> [EXERCISE DETAILS]: Every line of the entries below that carries the string "stream" should be copied.

EXERCISE INPUT: Begin

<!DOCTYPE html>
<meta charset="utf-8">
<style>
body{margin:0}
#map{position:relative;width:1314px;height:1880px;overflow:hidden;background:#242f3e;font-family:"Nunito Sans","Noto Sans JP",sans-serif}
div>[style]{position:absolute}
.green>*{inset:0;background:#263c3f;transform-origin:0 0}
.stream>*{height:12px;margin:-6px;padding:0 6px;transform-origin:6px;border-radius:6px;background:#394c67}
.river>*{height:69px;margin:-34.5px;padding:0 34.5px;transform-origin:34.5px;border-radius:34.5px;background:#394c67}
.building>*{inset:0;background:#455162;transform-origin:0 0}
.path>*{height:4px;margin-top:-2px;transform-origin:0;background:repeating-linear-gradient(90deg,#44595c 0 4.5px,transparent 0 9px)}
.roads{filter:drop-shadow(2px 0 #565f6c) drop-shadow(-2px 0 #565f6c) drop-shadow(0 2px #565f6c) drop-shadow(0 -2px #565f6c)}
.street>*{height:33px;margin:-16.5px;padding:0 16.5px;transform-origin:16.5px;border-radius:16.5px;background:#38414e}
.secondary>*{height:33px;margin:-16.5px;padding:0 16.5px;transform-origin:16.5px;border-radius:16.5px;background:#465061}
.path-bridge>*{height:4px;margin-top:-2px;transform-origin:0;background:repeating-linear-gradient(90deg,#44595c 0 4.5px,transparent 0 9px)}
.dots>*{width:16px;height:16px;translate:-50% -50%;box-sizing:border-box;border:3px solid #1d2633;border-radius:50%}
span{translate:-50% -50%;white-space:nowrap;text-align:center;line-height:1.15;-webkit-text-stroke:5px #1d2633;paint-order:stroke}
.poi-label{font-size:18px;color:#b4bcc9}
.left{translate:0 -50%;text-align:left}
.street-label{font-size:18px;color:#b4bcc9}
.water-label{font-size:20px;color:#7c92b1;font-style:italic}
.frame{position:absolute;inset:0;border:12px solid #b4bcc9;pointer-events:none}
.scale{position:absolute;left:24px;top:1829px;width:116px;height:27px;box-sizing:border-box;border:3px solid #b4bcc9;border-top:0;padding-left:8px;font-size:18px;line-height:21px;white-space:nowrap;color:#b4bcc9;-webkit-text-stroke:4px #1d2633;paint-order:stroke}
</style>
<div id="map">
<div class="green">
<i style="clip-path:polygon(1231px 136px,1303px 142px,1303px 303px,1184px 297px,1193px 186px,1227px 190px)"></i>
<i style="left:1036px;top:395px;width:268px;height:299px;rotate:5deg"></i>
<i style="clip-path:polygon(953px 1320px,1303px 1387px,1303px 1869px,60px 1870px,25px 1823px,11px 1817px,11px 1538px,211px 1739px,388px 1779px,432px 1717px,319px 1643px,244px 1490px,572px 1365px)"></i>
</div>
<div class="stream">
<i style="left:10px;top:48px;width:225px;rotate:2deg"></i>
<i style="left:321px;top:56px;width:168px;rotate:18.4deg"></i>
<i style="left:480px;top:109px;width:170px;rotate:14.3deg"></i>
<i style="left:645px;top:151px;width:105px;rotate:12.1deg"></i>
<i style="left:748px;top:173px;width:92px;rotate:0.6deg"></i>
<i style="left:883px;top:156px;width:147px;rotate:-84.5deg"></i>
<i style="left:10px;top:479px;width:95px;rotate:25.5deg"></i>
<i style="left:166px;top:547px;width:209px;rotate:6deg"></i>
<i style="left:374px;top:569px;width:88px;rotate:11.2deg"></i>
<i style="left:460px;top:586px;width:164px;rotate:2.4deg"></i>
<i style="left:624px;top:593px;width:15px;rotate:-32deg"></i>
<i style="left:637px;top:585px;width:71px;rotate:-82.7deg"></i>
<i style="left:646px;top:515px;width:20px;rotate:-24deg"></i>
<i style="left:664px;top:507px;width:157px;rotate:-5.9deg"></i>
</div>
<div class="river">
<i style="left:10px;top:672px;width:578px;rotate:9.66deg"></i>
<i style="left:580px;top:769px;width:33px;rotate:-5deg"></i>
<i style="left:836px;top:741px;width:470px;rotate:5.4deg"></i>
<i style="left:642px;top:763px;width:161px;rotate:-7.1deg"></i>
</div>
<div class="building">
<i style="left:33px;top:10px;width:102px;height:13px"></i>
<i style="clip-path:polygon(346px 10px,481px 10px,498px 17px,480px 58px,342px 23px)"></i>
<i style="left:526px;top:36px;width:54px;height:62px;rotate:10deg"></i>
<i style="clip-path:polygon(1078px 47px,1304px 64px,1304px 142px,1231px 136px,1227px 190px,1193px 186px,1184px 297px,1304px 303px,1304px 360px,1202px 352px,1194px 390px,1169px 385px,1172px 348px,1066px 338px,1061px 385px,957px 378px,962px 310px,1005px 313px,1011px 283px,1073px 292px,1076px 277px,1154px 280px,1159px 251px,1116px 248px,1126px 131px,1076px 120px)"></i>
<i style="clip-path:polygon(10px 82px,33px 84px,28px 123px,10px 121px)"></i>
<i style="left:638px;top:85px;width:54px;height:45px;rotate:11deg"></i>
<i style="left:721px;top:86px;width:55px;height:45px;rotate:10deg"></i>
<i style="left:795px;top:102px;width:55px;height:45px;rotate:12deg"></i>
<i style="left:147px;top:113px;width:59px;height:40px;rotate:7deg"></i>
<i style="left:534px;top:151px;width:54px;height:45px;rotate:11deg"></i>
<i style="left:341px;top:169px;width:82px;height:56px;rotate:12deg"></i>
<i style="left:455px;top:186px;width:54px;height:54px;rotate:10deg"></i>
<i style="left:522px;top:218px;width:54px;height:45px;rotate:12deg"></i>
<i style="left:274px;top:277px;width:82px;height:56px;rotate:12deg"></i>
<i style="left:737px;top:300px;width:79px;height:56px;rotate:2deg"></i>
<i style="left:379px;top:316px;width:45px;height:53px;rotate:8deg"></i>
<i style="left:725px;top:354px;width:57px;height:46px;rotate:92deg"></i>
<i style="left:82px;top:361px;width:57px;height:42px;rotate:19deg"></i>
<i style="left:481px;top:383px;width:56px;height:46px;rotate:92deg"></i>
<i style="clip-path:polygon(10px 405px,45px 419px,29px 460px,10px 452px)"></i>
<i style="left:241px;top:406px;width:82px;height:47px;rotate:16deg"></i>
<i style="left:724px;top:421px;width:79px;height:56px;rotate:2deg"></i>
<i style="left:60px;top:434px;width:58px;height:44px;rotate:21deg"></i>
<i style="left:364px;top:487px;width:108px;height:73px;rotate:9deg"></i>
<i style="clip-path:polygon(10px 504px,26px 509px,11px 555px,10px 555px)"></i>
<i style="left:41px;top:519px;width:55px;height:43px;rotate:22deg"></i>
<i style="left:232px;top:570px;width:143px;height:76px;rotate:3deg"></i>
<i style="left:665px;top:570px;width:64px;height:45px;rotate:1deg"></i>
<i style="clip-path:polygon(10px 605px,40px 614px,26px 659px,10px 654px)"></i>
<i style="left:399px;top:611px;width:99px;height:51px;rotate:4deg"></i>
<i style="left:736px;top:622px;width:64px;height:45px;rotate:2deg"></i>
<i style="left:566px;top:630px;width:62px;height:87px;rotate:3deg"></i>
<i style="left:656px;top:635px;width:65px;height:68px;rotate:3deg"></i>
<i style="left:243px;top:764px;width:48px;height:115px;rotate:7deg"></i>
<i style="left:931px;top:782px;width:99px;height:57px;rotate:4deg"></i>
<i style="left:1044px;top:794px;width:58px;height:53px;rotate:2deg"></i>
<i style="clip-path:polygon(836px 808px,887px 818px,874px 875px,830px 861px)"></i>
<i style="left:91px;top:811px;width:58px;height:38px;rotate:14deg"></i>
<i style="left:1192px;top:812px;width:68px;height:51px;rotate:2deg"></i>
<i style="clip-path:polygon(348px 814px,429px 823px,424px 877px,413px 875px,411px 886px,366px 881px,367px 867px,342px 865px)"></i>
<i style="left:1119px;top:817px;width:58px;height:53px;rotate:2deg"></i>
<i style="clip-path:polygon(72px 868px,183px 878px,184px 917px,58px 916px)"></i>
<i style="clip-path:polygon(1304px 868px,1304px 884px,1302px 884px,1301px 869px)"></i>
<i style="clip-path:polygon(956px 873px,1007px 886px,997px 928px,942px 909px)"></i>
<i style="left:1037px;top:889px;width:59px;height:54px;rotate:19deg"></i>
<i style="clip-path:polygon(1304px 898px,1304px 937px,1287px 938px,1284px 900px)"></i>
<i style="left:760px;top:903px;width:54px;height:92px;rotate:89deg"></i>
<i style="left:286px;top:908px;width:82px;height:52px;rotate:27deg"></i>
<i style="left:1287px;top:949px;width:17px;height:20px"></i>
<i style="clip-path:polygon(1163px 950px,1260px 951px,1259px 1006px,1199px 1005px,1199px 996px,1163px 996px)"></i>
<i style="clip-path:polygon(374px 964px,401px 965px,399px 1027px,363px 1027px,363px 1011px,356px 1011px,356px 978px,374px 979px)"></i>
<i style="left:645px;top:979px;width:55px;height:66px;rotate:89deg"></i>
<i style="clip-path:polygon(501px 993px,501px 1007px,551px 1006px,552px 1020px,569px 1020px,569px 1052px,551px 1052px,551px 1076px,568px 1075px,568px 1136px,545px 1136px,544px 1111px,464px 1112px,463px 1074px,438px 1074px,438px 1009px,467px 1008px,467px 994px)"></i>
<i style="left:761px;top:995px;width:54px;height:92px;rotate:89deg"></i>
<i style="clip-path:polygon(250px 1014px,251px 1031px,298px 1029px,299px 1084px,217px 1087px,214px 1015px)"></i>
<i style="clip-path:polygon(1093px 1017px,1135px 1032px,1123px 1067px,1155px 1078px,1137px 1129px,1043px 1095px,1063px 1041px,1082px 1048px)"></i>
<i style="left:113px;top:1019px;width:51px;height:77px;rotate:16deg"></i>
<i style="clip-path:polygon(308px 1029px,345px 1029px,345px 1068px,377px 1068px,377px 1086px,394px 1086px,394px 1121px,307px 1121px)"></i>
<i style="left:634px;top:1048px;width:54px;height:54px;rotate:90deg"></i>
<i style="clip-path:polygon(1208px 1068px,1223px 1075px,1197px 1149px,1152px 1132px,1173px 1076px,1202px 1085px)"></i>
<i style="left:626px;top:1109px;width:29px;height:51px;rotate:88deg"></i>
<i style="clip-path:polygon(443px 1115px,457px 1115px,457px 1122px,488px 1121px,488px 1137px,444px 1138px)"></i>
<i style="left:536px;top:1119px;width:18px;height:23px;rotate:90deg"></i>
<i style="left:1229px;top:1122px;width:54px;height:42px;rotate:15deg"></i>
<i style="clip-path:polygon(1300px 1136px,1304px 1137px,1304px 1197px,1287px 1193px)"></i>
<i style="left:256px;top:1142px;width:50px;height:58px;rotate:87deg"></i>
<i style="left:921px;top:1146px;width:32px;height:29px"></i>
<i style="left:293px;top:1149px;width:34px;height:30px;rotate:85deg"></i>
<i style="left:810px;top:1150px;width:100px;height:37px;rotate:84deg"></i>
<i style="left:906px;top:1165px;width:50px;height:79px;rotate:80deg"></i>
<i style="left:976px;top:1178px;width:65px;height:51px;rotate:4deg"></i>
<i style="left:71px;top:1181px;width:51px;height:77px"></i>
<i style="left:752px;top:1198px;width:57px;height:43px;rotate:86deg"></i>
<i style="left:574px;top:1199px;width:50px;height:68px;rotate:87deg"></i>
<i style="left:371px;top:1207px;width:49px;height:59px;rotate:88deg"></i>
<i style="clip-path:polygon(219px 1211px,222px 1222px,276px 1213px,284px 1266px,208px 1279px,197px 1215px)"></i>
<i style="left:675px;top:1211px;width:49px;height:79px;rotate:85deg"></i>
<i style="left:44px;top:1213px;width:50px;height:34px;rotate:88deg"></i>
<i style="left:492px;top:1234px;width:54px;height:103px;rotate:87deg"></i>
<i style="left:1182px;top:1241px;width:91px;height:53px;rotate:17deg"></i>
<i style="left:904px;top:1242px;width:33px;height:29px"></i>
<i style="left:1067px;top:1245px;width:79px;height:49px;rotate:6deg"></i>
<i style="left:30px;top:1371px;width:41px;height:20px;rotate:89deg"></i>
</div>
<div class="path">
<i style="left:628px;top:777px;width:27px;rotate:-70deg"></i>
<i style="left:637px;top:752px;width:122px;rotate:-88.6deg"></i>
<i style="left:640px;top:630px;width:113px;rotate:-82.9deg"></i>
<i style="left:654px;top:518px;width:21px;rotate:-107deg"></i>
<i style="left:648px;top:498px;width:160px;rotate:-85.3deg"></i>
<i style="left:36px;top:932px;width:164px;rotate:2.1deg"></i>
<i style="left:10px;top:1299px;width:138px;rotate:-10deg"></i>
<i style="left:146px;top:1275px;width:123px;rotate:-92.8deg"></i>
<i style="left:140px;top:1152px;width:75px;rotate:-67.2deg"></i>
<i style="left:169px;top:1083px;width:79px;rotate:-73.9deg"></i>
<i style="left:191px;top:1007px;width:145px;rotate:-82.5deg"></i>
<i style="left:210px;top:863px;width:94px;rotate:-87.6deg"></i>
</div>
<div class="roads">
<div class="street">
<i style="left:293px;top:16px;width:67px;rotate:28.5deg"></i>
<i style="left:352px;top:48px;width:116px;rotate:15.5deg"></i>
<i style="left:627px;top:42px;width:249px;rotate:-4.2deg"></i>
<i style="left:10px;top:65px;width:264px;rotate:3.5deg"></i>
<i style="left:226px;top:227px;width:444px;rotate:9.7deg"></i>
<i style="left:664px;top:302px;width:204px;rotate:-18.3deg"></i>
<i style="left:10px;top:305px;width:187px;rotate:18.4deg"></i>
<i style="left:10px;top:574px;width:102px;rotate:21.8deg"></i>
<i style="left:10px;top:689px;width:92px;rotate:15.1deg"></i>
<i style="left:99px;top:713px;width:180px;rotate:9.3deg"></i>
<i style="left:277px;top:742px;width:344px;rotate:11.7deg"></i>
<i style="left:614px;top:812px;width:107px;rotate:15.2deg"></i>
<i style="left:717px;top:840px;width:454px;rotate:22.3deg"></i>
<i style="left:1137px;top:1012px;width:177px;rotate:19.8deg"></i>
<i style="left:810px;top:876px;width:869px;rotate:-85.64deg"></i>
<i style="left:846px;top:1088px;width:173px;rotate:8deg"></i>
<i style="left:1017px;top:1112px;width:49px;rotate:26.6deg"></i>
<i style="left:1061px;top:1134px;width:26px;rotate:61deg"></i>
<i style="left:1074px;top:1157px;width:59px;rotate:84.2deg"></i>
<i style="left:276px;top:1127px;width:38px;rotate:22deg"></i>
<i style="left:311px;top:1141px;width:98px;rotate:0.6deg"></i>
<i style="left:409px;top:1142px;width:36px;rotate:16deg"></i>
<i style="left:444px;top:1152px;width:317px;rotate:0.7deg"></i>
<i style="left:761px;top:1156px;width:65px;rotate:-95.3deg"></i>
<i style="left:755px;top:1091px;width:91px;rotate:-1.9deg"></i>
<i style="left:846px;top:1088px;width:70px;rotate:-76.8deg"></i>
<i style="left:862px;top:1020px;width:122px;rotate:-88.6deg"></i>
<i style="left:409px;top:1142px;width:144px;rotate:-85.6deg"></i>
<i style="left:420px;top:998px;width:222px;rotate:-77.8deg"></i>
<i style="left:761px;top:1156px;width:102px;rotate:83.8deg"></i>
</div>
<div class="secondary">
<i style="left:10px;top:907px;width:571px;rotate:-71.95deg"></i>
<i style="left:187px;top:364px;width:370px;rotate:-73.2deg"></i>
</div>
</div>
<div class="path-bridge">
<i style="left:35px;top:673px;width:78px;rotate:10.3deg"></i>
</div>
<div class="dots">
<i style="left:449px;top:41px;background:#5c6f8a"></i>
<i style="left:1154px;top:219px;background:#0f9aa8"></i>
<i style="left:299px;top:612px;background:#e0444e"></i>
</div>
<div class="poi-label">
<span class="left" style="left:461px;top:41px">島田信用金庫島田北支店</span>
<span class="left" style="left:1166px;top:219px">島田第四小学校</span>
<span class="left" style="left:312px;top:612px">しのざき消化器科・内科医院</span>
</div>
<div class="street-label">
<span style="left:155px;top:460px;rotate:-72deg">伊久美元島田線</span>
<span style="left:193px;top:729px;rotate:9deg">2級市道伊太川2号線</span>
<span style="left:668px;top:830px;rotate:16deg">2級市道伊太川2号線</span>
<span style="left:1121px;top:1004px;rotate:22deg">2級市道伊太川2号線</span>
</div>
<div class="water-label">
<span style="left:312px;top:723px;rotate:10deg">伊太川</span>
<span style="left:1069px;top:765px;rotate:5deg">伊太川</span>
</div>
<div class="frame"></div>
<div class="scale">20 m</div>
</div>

EXERCISE INPUT: End

> [TASK RESULT]:
.stream>*{height:12px;margin:-6px;padding:0 6px;transform-origin:6px;border-radius:6px;background:#394c67}
<div class="stream">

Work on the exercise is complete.